> [THE TASK] Look through the data below for the line with "M 606,1231 L 645,1190", and transcribe it exactly together with each line after it up to and including the line with "M 1135,1727 L 1150,1729". Give nothing else.

> [SOURCE INFORMATION]
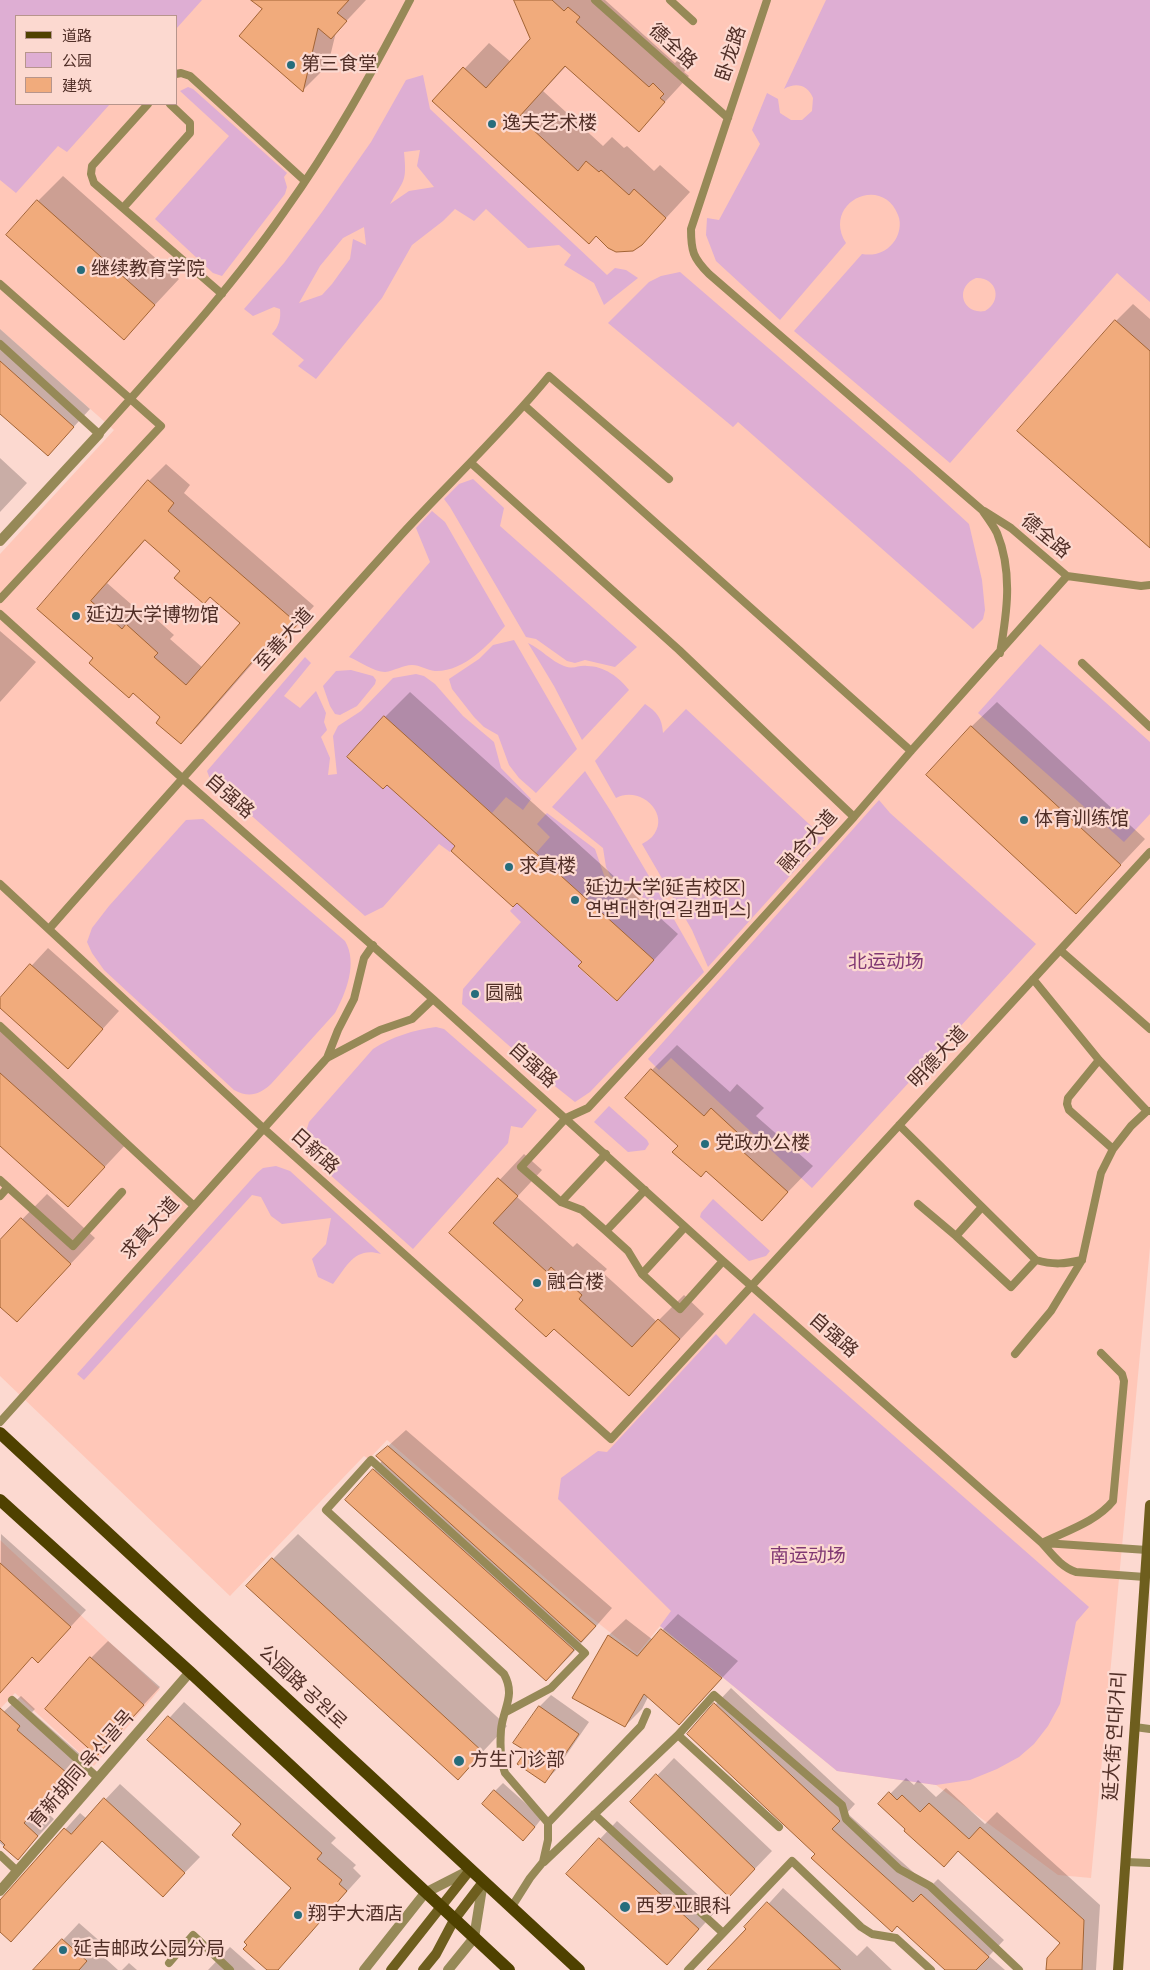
<!DOCTYPE html>
<html>
<head>
<meta charset="utf-8">
<style>
  body { margin:0 }
  #map { position:relative; width:1150px; height:1970px; overflow:hidden; background:#fcd9d0; font-family:"Sofia Sans Condensed","Noto Sans SC",sans-serif }
  canvas { display:block }
  .legend { position:absolute; left:15px; top:15px; width:162px; height:90px; box-sizing:border-box; background:#fcd9d0; border:1px solid #b7958c; margin:0; padding:6px 9px; list-style:none; font-size:15px; color:#502e26 }
  .legend li { display:flex; align-items:center; gap:10px; height:25px }
  .legend b { width:25px; border:1px solid #b7958c }
</style>
</head>
<body>
<div id="map">
<canvas width="1150" height="1970"></canvas>
<ul class="legend">
<li><b style="height:6px;background:#4f4100"></b>道路</li>
<li><b style="height:14px;background:#deaed3"></b>公园</li>
<li><b style="height:14px;background:#f1ab7c"></b>建筑</li>
</ul>
</div>
<script>
const ctx = document.querySelector('canvas').getContext('2d');
ctx.lineJoin = 'round';
function fillPath(path, color) {
  ctx.fillStyle = color;
  ctx.fill(path, 'evenodd');
}
function stroke(path, color, width, dash) {
  ctx.strokeStyle = color;
  ctx.lineWidth = width;
  ctx.lineCap = dash ? 'butt' : 'round';
  ctx.setLineDash(dash || []);
  ctx.stroke(path);
}
function drawText(font, color, halo, rows, align = 'center') {
  ctx.font = font + ' "Sofia Sans Condensed","Noto Sans SC","Noto Sans KR",sans-serif';
  ctx.lineWidth = 4.5;
  ctx.setLineDash([]);
  ctx.textBaseline = 'middle';
  ctx.strokeStyle = halo;
  ctx.fillStyle = color;
  for (const [text, x, y, turn = 0] of rows) {
    ctx.save();
    ctx.translate(x, y);
    ctx.rotate((+turn || 0) * Math.PI / 180);
    ctx.textAlign = isNaN(turn) ? turn : align;
    if (halo) ctx.strokeText(text, 0, 0);
    ctx.fillText(text, 0, 0);
    ctx.restore();
  }
}
fillPath(new Path2D(`
  M 0,0 L 895,0 L 1150,222 L 1150,1247 L 1091,1878 L 1058,1875 L 936,1785 L 837,1771 L 660,1626 L 637,1654 L 582,1610 L 387,1440 L 369,1459 L 364,1456 L 230,1596 L 0,1376 L 0,554 L 114,430 L 0,329 ZM 16,16 L 176,16 L 176,104 L 16,104 Z
  M 0,1540 L 160,1689 L 94,1766 L 15,1693 L 0,1709 Z`), '#ffc7b8');
fillPath(new Path2D(`
  M 0,0 L 202,0 L 176,29 L 176,16 L 16,16 L 16,104 L 110,104 L 67,152 L 58,146 L 16,193 L 0,180 Z
  M 826,0 L 1150,0 L 1150,302 L 1117,273 L 950,463 L 794,331 L 862,254 C 874,256 885,253 893,243 C 899,236 902,224 898,215 C 882,173 821,203 846,243 L 780,320 L 716,261 L 706,235 L 707,218 L 719,220 L 760,144 L 752,130 L 767,93 L 778,99 L 780,113 L 791,120 L 802,120 L 812,111 L 813,98 C 808,85 796,82 784,89 ZM 976,278 C 997,277 1003,301 985,311 C 962,315 954,287 976,278 Z
  M 423,75 L 430,109 L 607,275 L 615,268 L 626,270 L 638,278 L 604,305 L 594,283 L 564,265 L 571,255 L 559,245 L 528,248 L 486,209 L 474,221 L 455,209 L 443,221 L 412,245 L 382,298 L 316,379 L 298,366 L 304,360 L 272,334 C 279,326 281,319 280,309 L 274,307 L 253,316 L 244,309 L 284,263 L 322,212 L 371,142 L 406,80 ZM 420,150 L 417,166 L 434,187 L 409,191 L 390,204 C 404,179 407,183 404,152 ZM 364,227 L 366,245 L 353,239 L 350,259 L 332,284 L 322,295 L 299,303 L 320,266 L 343,238 Z
  M 188,87 L 193,89 L 287,173 L 284,177 L 287,187 L 285,194 L 222,276 L 213,273 L 155,219 L 229,136 L 180,91 Z
  M 680,272 L 910,470 L 969,524 L 982,580 L 985,610 L 983,619 L 973,629 L 738,422 L 733,427 L 608,323 L 649,282 L 661,276 Z
  M 473,479 L 504,508 L 500,526 L 637,647 L 615,667 L 585,660 L 575,663 L 567,661 L 536,639 L 526,637 L 450,507 L 444,499 L 459,484 Z
  M 432,511 L 445,522 L 505,626 C 488,645 464,672 435,671 C 427,670 420,665 412,665 C 403,665 394,671 385,672 C 374,672 359,661 349,657 L 430,562 L 416,528 Z
  M 514,640 L 577,749 L 536,793 L 519,778 L 509,765 L 498,735 L 484,727 L 474,717 L 452,689 L 449,679 L 479,659 L 493,645 Z
  M 528,643 C 541,649 551,661 564,666 C 575,670 577,665 587,666 C 604,666 619,677 629,690 L 582,740 L 554,686 Z
  M 1040,644 L 1150,742 L 1150,814 L 1124,842 L 978,713 Z
  M 305,657 L 311,663 L 284,696 L 300,708 L 316,691 L 326,713 L 324,722 L 327,730 L 321,737 L 330,758 L 328,775 L 337,774 L 333,736 L 338,726 L 361,711 L 393,678 L 416,674 L 424,676 L 435,684 L 463,716 L 494,742 L 501,768 L 531,799 L 523,810 L 506,797 L 492,813 L 384,716 L 347,757 L 383,789 L 387,785 L 455,846 L 450,852 L 439,844 L 383,907 L 365,916 L 210,779 L 207,771 Z
  M 351,670 L 373,676 L 376,680 L 375,684 L 357,706 L 340,715 L 335,714 L 330,706 L 323,686 L 336,671 Z
  M 645,704 C 657,712 662,718 663,733 L 686,709 L 824,838 L 708,967 L 692,930 L 642,844 C 645,842 649,840 652,837 C 672,815 641,785 616,798 L 595,761 Z
  M 585,771 L 610,810 L 663,900 L 647,900 L 620,884 L 610,875 L 606,867 L 603,848 L 552,807 Z
  M 879,800 L 890,813 L 1036,944 L 812,1188 L 671,1058 L 659,1070 L 648,1059 Z
  M 547,813 L 595,849 L 606,881 L 619,894 L 642,909 L 667,907 L 704,972 L 590,1092 L 575,1102 L 551,1083 L 462,1004 L 463,989 L 521,922 L 510,911 L 517,903 L 582,962 L 578,967 L 616,1001 L 654,960 L 536,853 L 550,837 L 537,824 Z
  M 203,819 L 345,941 C 358,963 346,993 335,1013 L 271,1084 C 259,1095 249,1098 234,1090 L 104,970 L 92,953 L 87,942 L 92,928 L 109,906 L 186,820 Z
  M 436,1027 L 444,1029 L 537,1110 L 522,1128 L 511,1126 L 508,1143 L 413,1249 L 308,1155 L 304,1138 L 309,1122 L 373,1049 C 391,1037 414,1030 436,1027 Z
  M 609,1106 L 647,1140 L 649,1144 L 645,1150 L 628,1152 L 594,1122 Z
  M 276,1166 L 290,1171 L 381,1254 C 355,1246 347,1266 333,1284 L 318,1277 L 312,1259 L 326,1244 L 331,1218 L 282,1224 L 271,1216 L 261,1197 L 252,1195 L 84,1380 L 77,1374 L 257,1173 L 263,1168 Z
  M 713,1199 L 770,1251 L 766,1256 L 749,1261 L 700,1217 L 701,1213 Z
  M 754,1313 L 1089,1607 L 1076,1622 L 1060,1704 L 1048,1726 L 1034,1744 L 1019,1757 L 997,1769 L 970,1780 L 936,1785 L 837,1771 L 660,1626 L 671,1611 L 558,1499 L 561,1478 L 598,1451 L 607,1452 L 716,1334 L 726,1345 Z`), '#deaed3');
fillPath(new Path2D(`
  M 253,0 L 366,0 L 336,32 L 328,65 L 303,90 L 264,9 Z
  M 518,0 L 605,0 L 675,63 L 679,59 L 688,68 L 684,72 L 689,76 L 639,130 L 567,65 L 543,91 L 603,146 L 612,137 L 624,148 L 627,146 L 654,171 L 660,165 L 690,192 L 642,244 L 434,101 L 489,43 L 511,62 L 531,39 Z
  M 63,176 L 179,279 L 124,338 L 38,201 Z
  M 1133,304 L 1150,319 L 1150,547 L 1116,321 Z
  M 0,329 L 90,409 L 48,455 L 0,412 Z
  M 0,458 L 27,483 L 0,512 Z
  M 166,464 L 190,485 L 184,493 L 314,606 L 271,653 L 266,648 L 198,726 L 181,743 L 162,717 L 38,609 L 149,481 ZM 146,539 L 242,623 L 203,668 L 170,639 L 174,635 L 144,608 L 140,612 L 107,583 Z
  M 0,631 L 36,662 L 0,702 Z
  M 410,692 L 678,934 L 617,1000 L 584,962 L 457,846 L 385,717 Z
  M 997,702 L 1145,839 L 1076,912 L 971,727 Z
  M 48,948 L 119,1011 L 68,1067 L 0,1007 L 0,1000 Z
  M 0,1026 L 129,1141 L 68,1206 L 0,1144 Z
  M 677,1045 L 730,1092 L 737,1084 L 764,1108 L 756,1116 L 813,1166 L 762,1219 L 652,1070 Z
  M 524,1154 L 542,1170 L 517,1197 L 573,1247 L 577,1243 L 607,1269 L 603,1273 L 657,1322 L 684,1295 L 704,1314 L 629,1394 L 450,1233 Z
  M 47,1194 L 95,1238 L 17,1321 L 0,1305 L 0,1242 Z
  M 406,1430 L 612,1608 L 571,1655 L 546,1680 L 374,1470 L 382,1461 L 377,1456 Z
  M 1,1534 L 86,1610 L 38,1662 L 32,1656 L 0,1680 Z
  M 298,1534 L 507,1726 L 458,1778 L 273,1559 Z
  M 678,1614 L 738,1661 L 679,1724 L 648,1697 L 642,1709 L 625,1726 L 574,1697 L 609,1635 L 626,1619 L 653,1640 Z
  M 108,1641 L 160,1687 L 114,1737 L 91,1658 Z
  M 731,1688 L 855,1804 L 847,1813 L 930,1887 L 938,1879 L 1004,1940 L 989,1956 L 1005,1970 L 947,1970 L 817,1854 L 688,1734 Z
  M 551,1695 L 589,1722 L 556,1770 L 545,1781 L 528,1750 L 539,1707 Z
  M 21,1696 L 35,1709 L 32,1712 L 82,1756 L 39,1805 L 54,1819 L 18,1858 L 0,1843 L 0,1715 Z
  M 184,1702 L 336,1838 L 331,1843 L 356,1865 L 353,1868 L 361,1876 L 276,1970 L 269,1970 L 293,1888 L 243,1824 L 149,1740 Z
  M 674,1758 L 772,1851 L 746,1878 L 632,1802 Z
  M 906,1778 L 914,1785 L 918,1780 L 936,1797 L 946,1788 L 985,1824 L 997,1812 L 1100,1905 L 1096,1970 L 1047,1970 L 1062,1942 L 959,1850 L 944,1865 L 880,1804 Z
  M 503,1783 L 542,1818 L 532,1831 L 495,1791 Z
  M 120,1784 L 200,1857 L 163,1895 L 102,1840 L 11,1940 L 0,1930 L 0,1902 L 80,1813 L 87,1819 Z
  M 617,1821 L 716,1911 L 684,1946 L 567,1874 Z
  M 783,1888 L 857,1956 L 867,1946 L 892,1970 L 708,1970 Z
  M 79,1923 L 103,1944 L 97,1951 L 118,1970 L 35,1970 Z
  M 230,1947 L 256,1970 L 208,1970 Z
  M 129,1963 L 137,1970 L 122,1970 Z`), '#0003');
const building = new Path2D(`
  M 251,0 L 349,0 L 337,13 L 347,21 L 331,39 L 318,28 L 303,92 L 239,36 L 262,9 Z
  M 514,0 L 552,0 L 564,11 L 568,7 L 580,17 L 576,22 L 649,87 L 653,83 L 664,94 L 660,98 L 665,102 L 639,132 L 565,66 L 519,117 L 578,171 L 586,161 L 599,172 L 601,170 L 629,195 L 634,189 L 666,218 L 642,245 L 633,251 L 616,252 L 608,248 L 596,236 L 589,244 L 432,101 L 463,67 L 486,88 L 530,39 Z
  M 37,200 L 155,305 L 124,340 L 6,235 Z
  M 1115,320 L 1150,351 L 1150,548 L 1017,431 Z
  M 0,361 L 74,427 L 48,456 L 0,414 Z
  M 148,480 L 174,503 L 168,511 L 298,624 L 271,654 L 264,648 L 181,744 L 156,723 L 160,717 L 133,693 L 129,698 L 89,663 L 93,658 L 37,609 ZM 145,540 L 180,571 L 174,578 L 204,604 L 210,597 L 240,623 L 186,685 L 154,657 L 158,653 L 126,624 L 122,629 L 91,601 Z
  M 384,716 L 654,960 L 617,1001 L 578,966 L 582,962 L 517,903 L 513,907 L 451,851 L 455,846 L 387,785 L 383,789 L 347,757 Z
  M 971,726 L 1121,865 L 1076,914 L 926,775 Z
  M 30,964 L 103,1029 L 68,1069 L 0,1008 L 0,998 Z
  M 651,1069 L 704,1116 L 711,1108 L 739,1134 L 732,1142 L 788,1192 L 762,1221 L 706,1171 L 701,1177 L 672,1152 L 678,1146 L 625,1098 Z
  M 0,1073 L 105,1167 L 68,1207 L 0,1146 Z
  M 498,1178 L 518,1196 L 493,1223 L 547,1272 L 551,1267 L 582,1295 L 579,1299 L 632,1347 L 658,1319 L 680,1339 L 629,1396 L 554,1329 L 546,1337 L 515,1309 L 523,1300 L 449,1233 Z
  M 21,1218 L 71,1264 L 17,1322 L 0,1307 L 0,1240 Z
  M 388,1446 L 596,1626 L 581,1642 L 376,1456 Z
  M 373,1469 L 574,1650 L 546,1681 L 345,1500 Z
  M 272,1558 L 483,1752 L 458,1780 L 246,1586 Z
  M 0,1563 L 71,1627 L 38,1663 L 32,1657 L 0,1693 Z
  M 661,1629 L 722,1678 L 679,1725 L 644,1694 L 625,1727 L 572,1698 L 608,1635 L 637,1656 Z
  M 90,1657 L 144,1705 L 97,1756 L 45,1709 Z
  M 714,1703 L 840,1821 L 832,1829 L 913,1902 L 921,1894 L 989,1957 L 976,1970 L 945,1970 L 897,1926 L 892,1932 L 811,1858 L 815,1854 L 687,1734 Z
  M 539,1706 L 579,1734 L 545,1783 L 517,1764 L 526,1751 L 513,1743 Z
  M 0,1708 L 20,1726 L 17,1730 L 67,1773 L 24,1823 L 38,1836 L 18,1860 L 3,1847 L 5,1845 L 0,1840 Z
  M 168,1716 L 322,1853 L 317,1859 L 342,1880 L 339,1884 L 347,1891 L 278,1970 L 267,1970 L 243,1949 L 247,1945 L 244,1942 L 291,1888 L 232,1835 L 241,1824 L 147,1740 Z
  M 656,1774 L 755,1869 L 729,1897 L 630,1802 Z
  M 494,1790 L 535,1827 L 523,1841 L 482,1804 Z
  M 889,1792 L 897,1800 L 902,1795 L 920,1812 L 929,1803 L 969,1839 L 980,1827 L 1084,1920 L 1082,1970 L 1046,1970 L 1047,1958 L 1060,1943 L 958,1851 L 944,1867 L 904,1831 L 905,1829 L 878,1804 Z
  M 104,1798 L 185,1873 L 163,1897 L 102,1841 L 11,1942 L 0,1932 L 0,1900 L 64,1828 L 71,1834 Z
  M 599,1838 L 699,1929 L 667,1965 L 566,1874 Z
  M 767,1902 L 841,1970 L 707,1970 L 746,1929 L 744,1927 Z
  M 62,1939 L 87,1961 L 79,1970 L 33,1970 Z`);
fillPath(building, '#f1ab7c');
stroke(building, '#a36435', 1);
stroke(new Path2D(`
  M 595,0 L 728,118
  M 670,0 L 693,21
  M 767,0 L 691,229 C 691,251 693,258 709,274 L 982,510 C 987,517 993,525 997,533 C 1013,572 1007,613 1000,653
  M 176,74 L 181,73 L 190,76 L 305,181
  M 148,104 L 92,166 L 91,174 L 94,183 L 222,294
  M 123,208 L 190,133 L 190,123 L 170,104
  M 0,284 L 161,426 L 0,599
  M 0,344 L 99,434 C 163,362 229,291 284,212 C 332,145 372,73 410,0
  M 525,406 L 911,751
  M 471,463 L 679,650 L 854,817
  M 984,511 L 1011,528 L 1067,576 L 1141,586 L 1150,585
  M 0,614 L 182,778 L 433,999 L 723,1261 L 1042,1543 C 1052,1554 1061,1567 1076,1572 L 1145,1577
  M 1082,663 L 1150,727
  M 0,884 L 263,1128 L 611,1439 L 1150,852
  M 49,929 C 166,796 284,665 402,534 C 451,481 503,432 549,376 L 669,479
  M 1060,950 L 1150,1029
  M 1033,979 L 1099,1060 L 1147,1111
  M 0,1026 L 194,1206
  M 327,1058 L 338,1030 L 354,999 L 364,958 L 373,945
  M 1099,1060 L 1068,1098 L 1067,1104 L 1069,1110 L 1113,1149
  M 899,1125 L 1036,1260 C 1053,1265 1065,1264 1082,1260
  M 0,1180 L 73,1246 L 122,1192
  M 0,1196 L 8,1187
  M 561,1202 L 606,1154
  M 918,1204 L 956,1236 L 982,1207
  M 606,1231 L 645,1190
  M 956,1236 L 1011,1287 L 1036,1260
  M 723,1261 L 680,1309 L 642,1274 L 628,1251 L 606,1231 L 582,1210 L 561,1202 L 521,1167 L 566,1118 L 588,1108 L 710,976 L 854,817 L 911,751 L 1067,576
  M 642,1274 L 685,1227
  M 1015,1354 L 1051,1311 L 1082,1260 L 1101,1173 L 1113,1149 L 1131,1126 L 1147,1111 L 1150,1111
  M 0,1422 L 327,1058 L 380,1030 L 412,1019 L 433,999
  M 1042,1543 C 1066,1531 1096,1522 1113,1501 L 1124,1381 L 1122,1374 L 1101,1353
  M 1044,1543 L 1147,1550
  M 12,1700 L 98,1778
  M 506,1712 L 551,1688 L 585,1653 L 371,1460 L 326,1510 L 504,1674 C 516,1696 503,1708 501,1730 C 500,1744 500,1760 505,1773 L 548,1823 L 548,1840 L 543,1862 L 530,1878 L 511,1908
  M 1135,1727 L 1150,1729
  M 678,1735 L 779,1827
  M 594,1814 L 723,1933
  M 548,1823 L 641,1726 L 647,1712
  M 0,1855 L 17,1871
  M 544,1862 L 678,1735 L 714,1695 L 842,1805 L 846,1819 L 899,1869 L 930,1886 L 1019,1970
  M 1126,1862 L 1150,1863
  M 169,1963 L 193,1935 L 230,1970
  M 688,1970 L 792,1861 L 861,1927 L 872,1934 L 896,1938 L 931,1970`), '#968957', 8);
stroke(new Path2D(`
  M 0,541 L 99,434
  M 0,1891 L 190,1672`), '#968957', 10);
stroke(new Path2D(`
  M 364,1970 L 425,1893 L 470,1870
  M 448,1970 L 474,1938 L 483,1882`), '#968957', 10);
stroke(new Path2D(`
  M 391,1970 L 470,1870
  M 423,1970 L 436,1954 L 454,1920 L 483,1882
  M 1118,1970 L 1150,1505`), '#6e5e1e', 10);
stroke(new Path2D(`
  M 0,1433 L 579,1970
  M 0,1500 L 190,1672 L 509,1970`), '#4f4100', 12);
for (const [x, y, r, color] of [
  [291,65,5,"#276d7c"],
  [492,124,5,"#276d7c"],
  [81,270,5,"#276d7c"],
  [76,616,5,"#276d7c"],
  [1024,820,5,"#276d7c"],
  [509,867,5,"#276d7c"],
  [575,900,5,"#276d7c"],
  [475,994,5,"#276d7c"],
  [705,1144,5,"#276d7c"],
  [537,1283,5,"#276d7c"],
  [459,1761,6,"#276d7c"],
  [625,1907,6,"#276d7c"],
  [298,1915,5,"#276d7c"],
  [63,1950,5,"#276d7c"]
]) {
  const dot = new Path2D();
  dot.arc(x, y, r, 0, 2 * Math.PI);
  ctx.fillStyle = color;
  ctx.fill(dot);
  stroke(dot, '#fcd9d0', 2);
}
drawText('19px', '#502e26', '#fcd9d0', [
  ["德全路",672,47,42],
  ["卧龙路",732,54,-72],
  ["德全路",1045,537,40],
  ["至善大道",285,640,-48],
  ["自强路",229,797,41],
  ["融合大道",809,842,-48],
  ["明德大道",939,1058,-47],
  ["自强路",532,1066,42],
  ["日新路",314,1152,42],
  ["求真大道",151,1229,-48],
  ["自强路",833,1336,41],
  ["公园路 공원로",302,1688,43],
  ["延大街 연대거리",1116,1736,-86],
  ["育新胡同 육신골목",82,1770,-49]
]);
drawText('19px', '#502e26', '#fcd9d0', [
  ["第三食堂",301,65],
  ["逸夫艺术楼",502,124],
  ["继续教育学院",91,270],
  ["延边大学博物馆",86,616],
  ["体育训练馆",1034,820],
  ["求真楼",519,867],
  ["延边大学(延吉校区)",585,889],
  ["연변대학(연길캠퍼스)",585,911],
  ["圆融",485,994],
  ["党政办公楼",715,1144],
  ["融合楼",547,1283],
  ["方生门诊部",470,1761],
  ["西罗亚眼科",636,1907],
  ["翔宇大酒店",308,1915],
  ["延吉邮政公园分局",73,1950]
], 'left');
drawText('19px', '#803873', '#fcd9d0', [
  ["北运动场",886,963],
  ["南运动场",808,1557]
]);
</script>
</body>
</html>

> [OUTPUT BELOW]
  M 606,1231 L 645,1190
  M 956,1236 L 1011,1287 L 1036,1260
  M 723,1261 L 680,1309 L 642,1274 L 628,1251 L 606,1231 L 582,1210 L 561,1202 L 521,1167 L 566,1118 L 588,1108 L 710,976 L 854,817 L 911,751 L 1067,576
  M 642,1274 L 685,1227
  M 1015,1354 L 1051,1311 L 1082,1260 L 1101,1173 L 1113,1149 L 1131,1126 L 1147,1111 L 1150,1111
  M 0,1422 L 327,1058 L 380,1030 L 412,1019 L 433,999
  M 1042,1543 C 1066,1531 1096,1522 1113,1501 L 1124,1381 L 1122,1374 L 1101,1353
  M 1044,1543 L 1147,1550
  M 12,1700 L 98,1778
  M 506,1712 L 551,1688 L 585,1653 L 371,1460 L 326,1510 L 504,1674 C 516,1696 503,1708 501,1730 C 500,1744 500,1760 505,1773 L 548,1823 L 548,1840 L 543,1862 L 530,1878 L 511,1908
  M 1135,1727 L 1150,1729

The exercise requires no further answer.